At the heart of the defensive system is the impressive Vangelee Williams. She is a former captain of both the under-16 and under-21 teams. She lends experience and leadership to the squad. Another high quality defender in the squad is Shamera Sterling. She currently plies her trade with the Adelaide Thunders in Australia, where she is ranked as one of their best defenders. Stacian Facey does not yet have overseas professional experience, but she brings a no-nonsense mannerism to the team that is highly admired by those close to the team. Kadie-Ann Dehaney is another who is highly thought of in Suncorp Super Netball in Australia. Playing for the Melbourne Vixens, she was voted the top rookie last season.


Man for man – or should I say woman for woman – the Sunshine Girls can hold their own against any other team, especially in the attacking and defensive areas.

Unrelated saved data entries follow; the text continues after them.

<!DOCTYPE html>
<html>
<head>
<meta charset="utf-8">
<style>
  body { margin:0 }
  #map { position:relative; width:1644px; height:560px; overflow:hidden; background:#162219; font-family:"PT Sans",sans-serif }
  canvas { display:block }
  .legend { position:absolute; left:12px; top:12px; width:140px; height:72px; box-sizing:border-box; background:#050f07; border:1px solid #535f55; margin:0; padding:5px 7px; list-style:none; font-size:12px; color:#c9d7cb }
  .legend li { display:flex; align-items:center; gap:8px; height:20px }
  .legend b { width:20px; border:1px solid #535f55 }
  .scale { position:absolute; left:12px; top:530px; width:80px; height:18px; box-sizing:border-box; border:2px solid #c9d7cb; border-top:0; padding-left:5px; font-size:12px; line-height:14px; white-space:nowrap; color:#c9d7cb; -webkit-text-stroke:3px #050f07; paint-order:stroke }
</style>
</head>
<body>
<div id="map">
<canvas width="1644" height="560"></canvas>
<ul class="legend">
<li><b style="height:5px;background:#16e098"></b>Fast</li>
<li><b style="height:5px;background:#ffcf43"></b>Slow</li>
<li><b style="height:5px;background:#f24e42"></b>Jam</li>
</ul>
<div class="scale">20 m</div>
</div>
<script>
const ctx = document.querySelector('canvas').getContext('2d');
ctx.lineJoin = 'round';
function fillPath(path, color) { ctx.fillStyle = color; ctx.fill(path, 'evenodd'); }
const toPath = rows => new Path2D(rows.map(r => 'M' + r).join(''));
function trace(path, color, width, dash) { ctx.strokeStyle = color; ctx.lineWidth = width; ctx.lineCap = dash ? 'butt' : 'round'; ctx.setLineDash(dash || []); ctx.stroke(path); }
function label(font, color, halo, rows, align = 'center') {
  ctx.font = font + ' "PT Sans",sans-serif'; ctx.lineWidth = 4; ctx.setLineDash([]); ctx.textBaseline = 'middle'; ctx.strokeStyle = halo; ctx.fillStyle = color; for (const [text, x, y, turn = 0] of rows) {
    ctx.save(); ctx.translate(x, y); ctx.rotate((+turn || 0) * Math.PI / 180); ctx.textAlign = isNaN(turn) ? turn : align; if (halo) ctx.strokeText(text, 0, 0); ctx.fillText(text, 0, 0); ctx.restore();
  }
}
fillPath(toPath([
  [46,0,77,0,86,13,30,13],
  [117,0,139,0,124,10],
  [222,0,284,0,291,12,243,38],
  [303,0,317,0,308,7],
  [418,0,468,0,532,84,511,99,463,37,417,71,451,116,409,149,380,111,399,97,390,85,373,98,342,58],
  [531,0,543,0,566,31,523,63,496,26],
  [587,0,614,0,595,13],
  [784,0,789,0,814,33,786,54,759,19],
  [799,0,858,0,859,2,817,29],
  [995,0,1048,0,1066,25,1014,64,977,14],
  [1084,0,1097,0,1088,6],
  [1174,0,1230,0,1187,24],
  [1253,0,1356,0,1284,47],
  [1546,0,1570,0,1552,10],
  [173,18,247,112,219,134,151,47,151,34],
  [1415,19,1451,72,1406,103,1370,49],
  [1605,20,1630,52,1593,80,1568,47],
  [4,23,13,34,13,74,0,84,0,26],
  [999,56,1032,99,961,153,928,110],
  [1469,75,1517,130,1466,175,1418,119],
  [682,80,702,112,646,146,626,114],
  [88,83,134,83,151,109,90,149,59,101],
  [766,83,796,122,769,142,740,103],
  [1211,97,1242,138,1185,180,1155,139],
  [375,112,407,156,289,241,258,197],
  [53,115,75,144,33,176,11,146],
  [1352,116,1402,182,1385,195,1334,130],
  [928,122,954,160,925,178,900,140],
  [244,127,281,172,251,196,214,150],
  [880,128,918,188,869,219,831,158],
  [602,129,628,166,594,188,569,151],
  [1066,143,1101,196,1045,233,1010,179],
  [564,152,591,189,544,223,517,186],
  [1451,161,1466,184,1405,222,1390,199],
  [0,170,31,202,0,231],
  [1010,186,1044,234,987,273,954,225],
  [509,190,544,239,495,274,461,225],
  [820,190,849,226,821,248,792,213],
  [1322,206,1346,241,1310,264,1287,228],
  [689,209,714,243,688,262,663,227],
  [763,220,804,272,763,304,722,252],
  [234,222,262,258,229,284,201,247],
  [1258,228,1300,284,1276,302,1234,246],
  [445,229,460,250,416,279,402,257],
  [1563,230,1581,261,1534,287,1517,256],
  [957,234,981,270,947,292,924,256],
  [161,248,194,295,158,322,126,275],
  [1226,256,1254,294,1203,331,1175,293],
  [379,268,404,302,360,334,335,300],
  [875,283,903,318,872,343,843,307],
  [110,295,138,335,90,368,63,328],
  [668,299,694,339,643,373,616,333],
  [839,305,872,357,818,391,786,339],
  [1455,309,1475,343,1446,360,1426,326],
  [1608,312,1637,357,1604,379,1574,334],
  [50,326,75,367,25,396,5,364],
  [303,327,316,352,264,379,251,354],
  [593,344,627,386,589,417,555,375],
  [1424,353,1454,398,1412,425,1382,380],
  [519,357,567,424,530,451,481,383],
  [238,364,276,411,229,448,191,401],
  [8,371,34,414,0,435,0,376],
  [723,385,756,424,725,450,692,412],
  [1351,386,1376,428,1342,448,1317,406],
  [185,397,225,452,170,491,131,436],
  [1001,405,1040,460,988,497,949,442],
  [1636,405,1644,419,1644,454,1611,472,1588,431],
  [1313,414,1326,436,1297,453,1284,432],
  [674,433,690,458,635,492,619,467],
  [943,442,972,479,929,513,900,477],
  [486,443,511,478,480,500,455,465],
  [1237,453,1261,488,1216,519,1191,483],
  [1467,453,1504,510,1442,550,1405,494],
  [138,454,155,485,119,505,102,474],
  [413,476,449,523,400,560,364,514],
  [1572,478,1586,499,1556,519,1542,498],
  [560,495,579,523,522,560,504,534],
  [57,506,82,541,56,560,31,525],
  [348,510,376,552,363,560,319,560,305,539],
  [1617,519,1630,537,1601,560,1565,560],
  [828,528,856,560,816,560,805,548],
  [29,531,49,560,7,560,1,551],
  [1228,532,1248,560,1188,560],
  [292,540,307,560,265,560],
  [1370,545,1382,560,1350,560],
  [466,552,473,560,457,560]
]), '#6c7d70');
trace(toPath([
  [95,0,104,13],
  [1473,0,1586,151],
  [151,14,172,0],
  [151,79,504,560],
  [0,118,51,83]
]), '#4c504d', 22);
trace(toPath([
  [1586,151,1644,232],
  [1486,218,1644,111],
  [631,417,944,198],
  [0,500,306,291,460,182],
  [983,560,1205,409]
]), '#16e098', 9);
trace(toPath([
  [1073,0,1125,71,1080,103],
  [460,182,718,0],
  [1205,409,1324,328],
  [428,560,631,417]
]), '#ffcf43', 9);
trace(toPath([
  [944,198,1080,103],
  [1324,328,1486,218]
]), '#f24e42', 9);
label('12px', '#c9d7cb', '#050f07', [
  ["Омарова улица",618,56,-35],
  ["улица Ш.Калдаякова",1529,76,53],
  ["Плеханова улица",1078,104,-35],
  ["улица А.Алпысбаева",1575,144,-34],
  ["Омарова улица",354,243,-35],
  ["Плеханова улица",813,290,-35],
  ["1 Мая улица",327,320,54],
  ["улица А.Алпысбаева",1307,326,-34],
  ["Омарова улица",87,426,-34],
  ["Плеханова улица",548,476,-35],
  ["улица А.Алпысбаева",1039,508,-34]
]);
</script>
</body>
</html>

If the team has any weaknesses, it’s in mid-court, where a lack of height and experience may be a small concern. Marvette Anderson and Winston Nevers may just be the right coaching combination to get the best out of this bunch. Anderson is clinical and pays great attention to detail, while nobody can motivate netballers to give their all like ‘Scrappy’ Nevers.

Commonwealth champions England may just start favourites, playing at home, but five of their squad are over 34 years old, and they may be worn down towards the latter stages of the tourmament. New Zealand are clearly in rebuilding mode, and Australia are not the marauding force they were a few years ago. The moment is therefore right for the Sunshine Girls to go all the way. They have never had a better chance to take top spot. Who knows? Jamaica could add world netball champions to its litany of sporting accomplishments come July 21. It’s about time.